Dr. Khan and her colleagues highlighted a critical issue: many doctors who refused to engage with the fictitious company were already tied to other pharmaceutical deals. This points to deep-rooted systemic issues in Pakistan’s healthcare sector, where profit motives often overshadow patient welfare.
The study revealed that financial incentives were the most commonly accepted, followed by clinical equipment and leisure trips. Doctors cited pressures to generate income and the normalisation of such practices during medical training as key factors perpetuating these deals. The findings suggest that educational interventions alone are insufficient to combat the problem.

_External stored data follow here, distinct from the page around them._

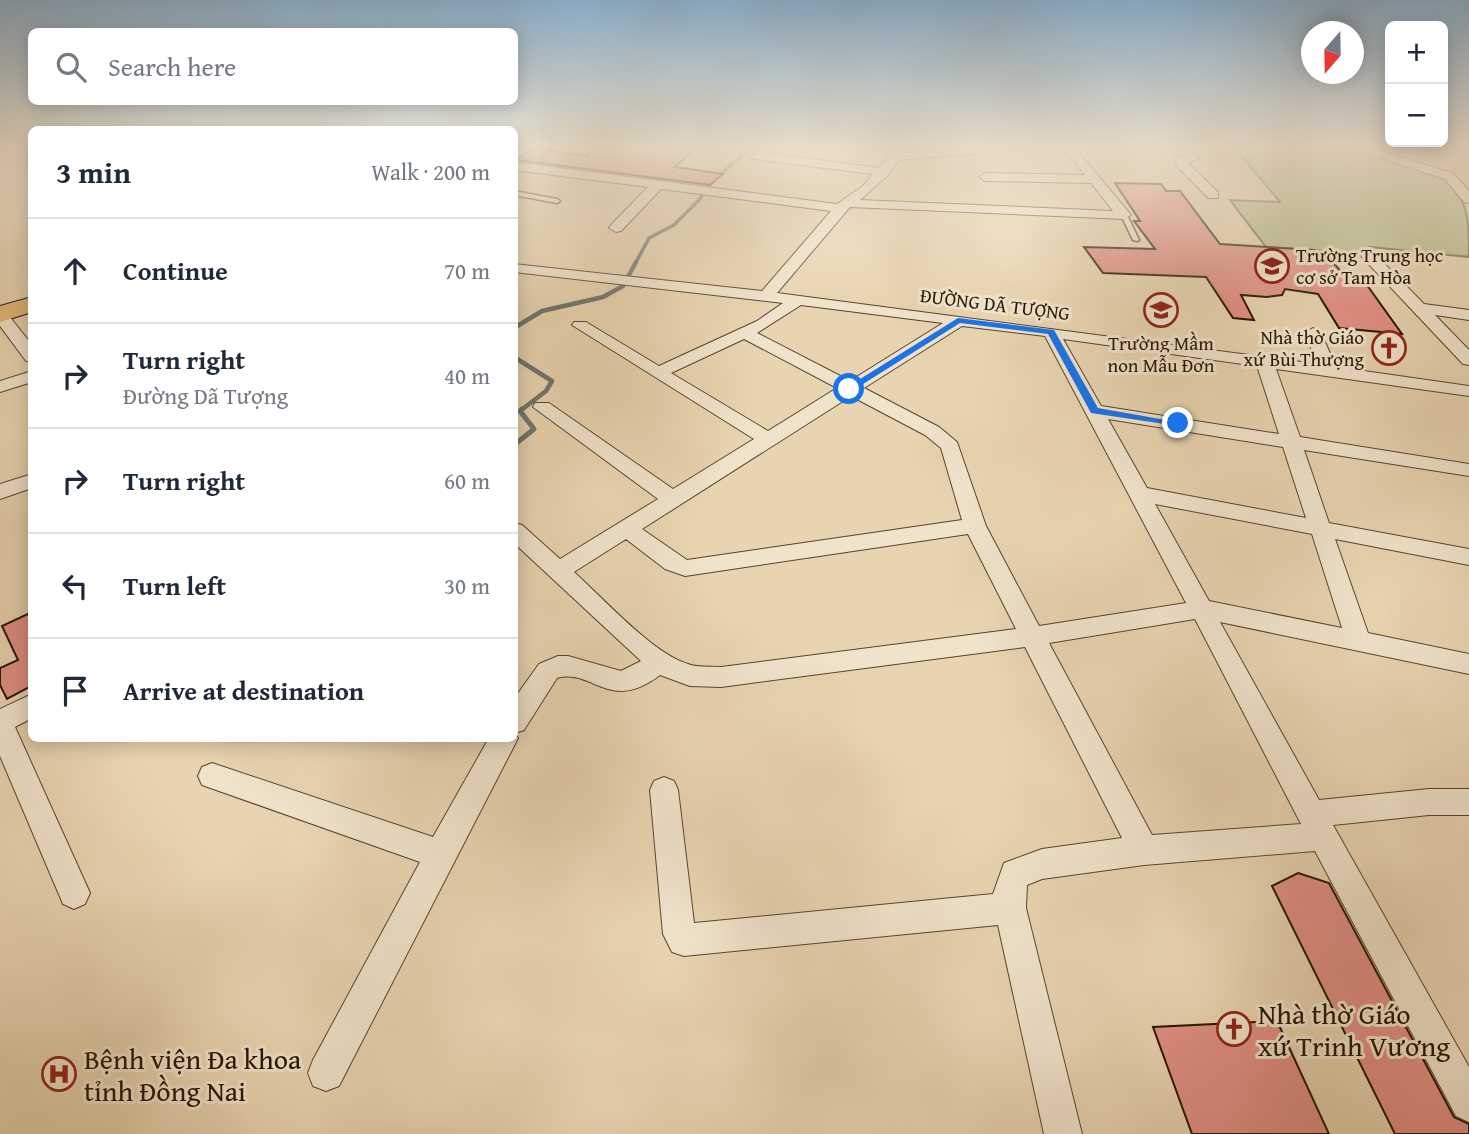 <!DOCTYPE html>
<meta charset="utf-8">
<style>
body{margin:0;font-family:"Gentium Book Plus",serif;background:#f6f6f7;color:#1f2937}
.controls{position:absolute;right:21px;top:21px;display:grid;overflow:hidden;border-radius:10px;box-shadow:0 4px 18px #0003}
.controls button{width:63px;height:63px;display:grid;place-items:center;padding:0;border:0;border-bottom:2px solid #e0e1e3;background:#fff;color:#1f2937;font:35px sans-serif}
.compass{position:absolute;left:1301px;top:21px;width:63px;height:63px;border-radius:50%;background:#fff;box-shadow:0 4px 18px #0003;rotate:200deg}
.stop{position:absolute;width:21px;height:21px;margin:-16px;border:5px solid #1a73e8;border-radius:50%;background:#fff}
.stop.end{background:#1a73e8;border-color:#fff;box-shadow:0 2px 7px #0008}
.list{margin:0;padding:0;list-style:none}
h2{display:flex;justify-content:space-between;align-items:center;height:91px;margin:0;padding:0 28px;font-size:30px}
h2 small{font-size:23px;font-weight:400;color:#747a83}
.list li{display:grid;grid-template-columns:46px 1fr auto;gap:21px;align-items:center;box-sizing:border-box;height:105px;padding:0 28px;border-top:2px solid #e0e1e3}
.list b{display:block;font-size:26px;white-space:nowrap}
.list p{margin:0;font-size:23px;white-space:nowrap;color:#747a83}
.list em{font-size:23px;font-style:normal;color:#747a83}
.icon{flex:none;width:38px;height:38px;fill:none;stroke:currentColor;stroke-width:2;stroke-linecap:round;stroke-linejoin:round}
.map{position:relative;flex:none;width:1469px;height:1134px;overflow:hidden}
.search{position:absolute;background:#fff;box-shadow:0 4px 18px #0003;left:28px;top:28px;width:490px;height:77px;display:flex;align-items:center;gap:18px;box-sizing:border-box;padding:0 24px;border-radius:10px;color:#747a83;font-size:26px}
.panel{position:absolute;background:#fff;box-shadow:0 4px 18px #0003;left:28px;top:126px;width:490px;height:616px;border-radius:10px}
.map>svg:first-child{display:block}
.green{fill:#b6bc8b;stroke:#6e6846;stroke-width:2}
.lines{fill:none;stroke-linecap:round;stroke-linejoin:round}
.stream-far2{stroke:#6e756e;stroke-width:3.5}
.stream-far1{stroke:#6e756e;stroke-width:4.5}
.stream{stroke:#6e756e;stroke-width:5}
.building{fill:#e18f84;stroke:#251500;stroke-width:2}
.service-casing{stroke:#56452c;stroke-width:3}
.minor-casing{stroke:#56452c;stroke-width:2}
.trunk-casing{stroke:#251500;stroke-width:2}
.service{fill:#f0e3cc;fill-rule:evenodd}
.minor{fill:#f0e3cc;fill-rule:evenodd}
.trunk{fill:#e4ba78;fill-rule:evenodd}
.route{fill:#1a73e8}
.labels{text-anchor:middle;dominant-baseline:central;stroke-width:6;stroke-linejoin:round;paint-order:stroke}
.far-poi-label{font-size:19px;fill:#251500;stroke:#f0e3cc;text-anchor:start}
.far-street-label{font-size:19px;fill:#251500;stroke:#f0e3cc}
.near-poi-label{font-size:28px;fill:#251500;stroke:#f0e3cc;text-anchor:start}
</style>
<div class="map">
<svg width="1469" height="1134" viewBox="0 0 1469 1134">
<rect width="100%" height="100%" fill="#e8d4b0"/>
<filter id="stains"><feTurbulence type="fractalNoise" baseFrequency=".00286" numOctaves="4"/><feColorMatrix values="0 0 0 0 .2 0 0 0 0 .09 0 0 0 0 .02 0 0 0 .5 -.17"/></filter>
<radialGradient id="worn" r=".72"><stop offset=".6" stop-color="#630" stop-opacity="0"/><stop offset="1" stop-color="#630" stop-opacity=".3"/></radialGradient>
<path class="green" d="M1234 147H1346L1440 174C1469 198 1469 218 1469 257L1370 247 1375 254 1266 247 1230 200 1280 202Z"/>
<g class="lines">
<polyline class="stream-far2" points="635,264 649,238 674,225 699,200 711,183 751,147"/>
<g class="stream-far1">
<polyline points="514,328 542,311 603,297 623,286 636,262"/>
<polyline points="514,357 552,381 546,391 520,411"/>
</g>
<polyline class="stream" points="514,445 534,429 520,411 522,409"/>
</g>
<g class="building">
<polygon points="589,147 697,147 675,167 723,174 710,185 516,160 534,148 588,156"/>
<polygon points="1115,183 1161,184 1166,191 1180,191 1220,244 1314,250 1317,254 1327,255 1348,280 1364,281 1402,334 1339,328 1318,294 1285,289 1282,295 1267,297 1241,295 1254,320 1233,318 1206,277 1103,273 1084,247 1155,249 1134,221 1140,221"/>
<polygon points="32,612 32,688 31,686 7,699 0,685 0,668 18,660 2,626"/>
<polygon points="1298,873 1329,883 1454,1117 1469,1124 1469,1134 1395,1134 1272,886"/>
<polygon points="1277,1021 1329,1134 1192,1134 1153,1027"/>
</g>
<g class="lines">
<g class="service-casing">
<g id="service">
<polygon points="514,191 557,199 560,201 557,203 514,195"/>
<polygon points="1124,213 1127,215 1139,240 1138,241 1133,240 1121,215"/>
</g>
</g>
<g class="minor-casing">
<g id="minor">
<polygon points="26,147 32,147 32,151"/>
<path d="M897 147H909L905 153 971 147H1023L1018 150 899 160 888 175 860 200 1113 211 1091 183 985 181 979 177 985 173 1085 175 1063 147H1074L1131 215 1124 219 850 207 777 293 1317 364 1305 333 1313 328 1321 333 1336 367 1469 386V396L1276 369 1300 437 1469 464V476L1304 450 1329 523 1469 549V565L1335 539 1368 633 1469 654V674L1220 622 1319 800 1429 789H1469V815H1429L1333 825 1469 1067V1122L1456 1116 1315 851 1144 865 1042 879 1027 885 1026 908 1082 1134H1044L998 925 684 956 672 952 663 934 650 790 654 781 664 777 674 781 678 790 694 923 993 894 1004 863 1042 849 1122 838 1025 647 721 687 690 686 660 675C609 714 593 668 557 678L524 730 515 733 518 738 514 746 339 1086 326 1091 313 1086 308 1073 313 1060 420 862 202 785 198 776 202 767 212 763 433 837 489 738H514V699L539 664 558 656H568L621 671 641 661 514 543V523L522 525 560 559 658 499 533 407 535 403H549L673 489 754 439 572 325 574 322H586L659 366 757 321 783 303 514 272V264L762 291 831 211 661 189 621 231 616 232 609 228 611 225 648 187 514 170V162L837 204 863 186 873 174 753 159 747 155 753 151 879 168ZM801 305 943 323 850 381 757 333ZM962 326 1045 336 1186 603 1039 626 986 526 957 442 939 427 864 388ZM744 339 837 388 768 431 671 373ZM1063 339 1257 366 1279 434 1101 406ZM851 396 925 435 941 448 962 520 687 560 642 529ZM1108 419 1283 447 1306 518 1147 488ZM1155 504 1312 534 1342 628 1209 601ZM968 534 1016 629 721 667C711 666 698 668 688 664 653 654 602 597 574 572L626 539 665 569 685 576ZM1195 619 1301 824 1152 835 1049 643Z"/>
<polygon points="1181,147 1192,147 1199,158 1188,163 1218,192 1218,198 1208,198 1175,164 1175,158 1186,156"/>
<polygon points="1347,147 1366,147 1453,173 1469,191 1469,203 1464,202 1445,179"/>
<polygon points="1367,250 1372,251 1424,304 1469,310 1469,320 1435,315 1469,350 1469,365 1463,364 1362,257 1360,254 1362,251"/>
<polygon points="0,310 6,312 32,345 32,362 26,361 0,326"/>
<polygon points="32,371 32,382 0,392 0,381"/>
<polygon points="32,474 32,488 0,499 0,484"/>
<polygon points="32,694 32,718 15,727 90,893 85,904 74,909 63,904 0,756 0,709"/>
</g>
</g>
<g class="trunk-casing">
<polygon id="trunk" points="32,297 32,312 0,322 0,306"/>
</g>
<use href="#service" class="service"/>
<use href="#minor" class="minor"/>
<use href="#trunk" class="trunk"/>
</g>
<linearGradient id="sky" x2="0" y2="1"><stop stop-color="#8ab4d5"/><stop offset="0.48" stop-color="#f5ecdb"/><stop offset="1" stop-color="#f5ecdb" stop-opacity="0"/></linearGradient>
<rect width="1469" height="306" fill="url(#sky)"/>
<polygon class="route" points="958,318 1054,330 1098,408 1183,423 1178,426 1091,413 1048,334 960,323 852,391 844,389"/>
<defs>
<g id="school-ring" transform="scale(1.75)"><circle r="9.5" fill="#f0e3cc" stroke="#8f2418" stroke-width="1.5"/><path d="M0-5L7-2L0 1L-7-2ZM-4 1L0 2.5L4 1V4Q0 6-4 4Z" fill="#8f2418"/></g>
<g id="church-ring" transform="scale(1.75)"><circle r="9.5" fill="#f0e3cc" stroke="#8f2418" stroke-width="1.5"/><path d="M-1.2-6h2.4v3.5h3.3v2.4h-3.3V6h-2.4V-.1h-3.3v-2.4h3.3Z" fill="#8f2418"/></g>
<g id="hospital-ring" transform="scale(1.75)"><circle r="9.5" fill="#f0e3cc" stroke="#8f2418" stroke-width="1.5"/><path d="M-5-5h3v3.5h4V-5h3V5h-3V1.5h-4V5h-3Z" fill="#8f2418"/></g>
</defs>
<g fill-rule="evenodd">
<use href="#school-ring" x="1272" y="266"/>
<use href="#school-ring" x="1161" y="310"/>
<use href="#church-ring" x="1389" y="348"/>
<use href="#church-ring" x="1234" y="1029"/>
<use href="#hospital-ring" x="59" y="1074"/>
</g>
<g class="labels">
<g class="far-poi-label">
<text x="1296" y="255">Trường Trung học<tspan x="1296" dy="22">cơ sở Tam Hòa</tspan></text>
<text x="1364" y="337" text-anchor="end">Nhà thờ Giáo<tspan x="1364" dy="22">xứ Bùi Thượng</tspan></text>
<text x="1161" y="343" text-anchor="middle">Trường Mầm<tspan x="1161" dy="22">non Mẫu Đơn</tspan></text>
</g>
<g class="far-street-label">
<text transform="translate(995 304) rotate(7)">ĐƯỜNG DÃ TƯỢNG</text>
</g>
<g class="near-poi-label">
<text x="1258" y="1013">Nhà thờ Giáo<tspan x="1258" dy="32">xứ Trinh Vương</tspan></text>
<text x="84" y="1058">Bệnh viện Đa khoa<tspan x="84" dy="32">tỉnh Đồng Nai</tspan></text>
</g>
</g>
<rect width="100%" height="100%" filter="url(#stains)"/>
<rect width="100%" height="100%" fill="url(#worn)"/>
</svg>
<div class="controls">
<button>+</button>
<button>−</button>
</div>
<svg class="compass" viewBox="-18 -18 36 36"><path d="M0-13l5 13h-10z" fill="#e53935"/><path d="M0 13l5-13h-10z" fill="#747a83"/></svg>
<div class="stop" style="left:849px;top:389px"></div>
<div class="stop end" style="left:1178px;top:423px"></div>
<div class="search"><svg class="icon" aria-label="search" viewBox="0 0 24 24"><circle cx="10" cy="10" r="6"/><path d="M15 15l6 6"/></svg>Search here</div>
<section class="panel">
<h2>3 min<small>Walk · 200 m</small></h2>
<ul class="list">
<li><svg class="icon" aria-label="ahead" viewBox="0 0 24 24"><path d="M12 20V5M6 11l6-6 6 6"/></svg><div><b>Continue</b></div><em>70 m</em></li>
<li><svg class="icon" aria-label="right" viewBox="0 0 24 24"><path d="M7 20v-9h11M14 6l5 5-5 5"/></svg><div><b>Turn right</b><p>Đường Dã Tượng</p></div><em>40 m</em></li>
<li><svg class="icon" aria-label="right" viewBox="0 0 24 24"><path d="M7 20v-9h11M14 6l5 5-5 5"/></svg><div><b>Turn right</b></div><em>60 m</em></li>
<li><svg class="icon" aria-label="left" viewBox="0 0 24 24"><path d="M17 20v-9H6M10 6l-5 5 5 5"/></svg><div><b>Turn left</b></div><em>30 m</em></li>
<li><svg class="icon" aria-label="arrive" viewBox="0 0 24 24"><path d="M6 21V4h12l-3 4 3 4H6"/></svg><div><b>Arrive at destination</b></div></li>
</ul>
</section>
</div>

The research team comprised experts from institutions including LSHTM, AKU, and the Sindh Healthcare Commission. Other contributors included Nina van der Mark, Afshan Khurshid Isani, Ahson Q. Siddiqi, Charles Opondo, Faisal Ziauddin, and several others.
Dr. Khan emphasised that addressing this issue requires a multi-pronged approach, including stronger regulatory frameworks, penalties for non-compliance, and mandatory ethics training during medical education. The authors also called for global attention to the challenge of incentivised prescribing, urging policymakers to implement more stringent oversight of pharmaceutical and medical practices.
The study underscores the urgent need for systemic reforms to ensure ethical healthcare practices, protect patient welfare, and restore trust in the medical profession.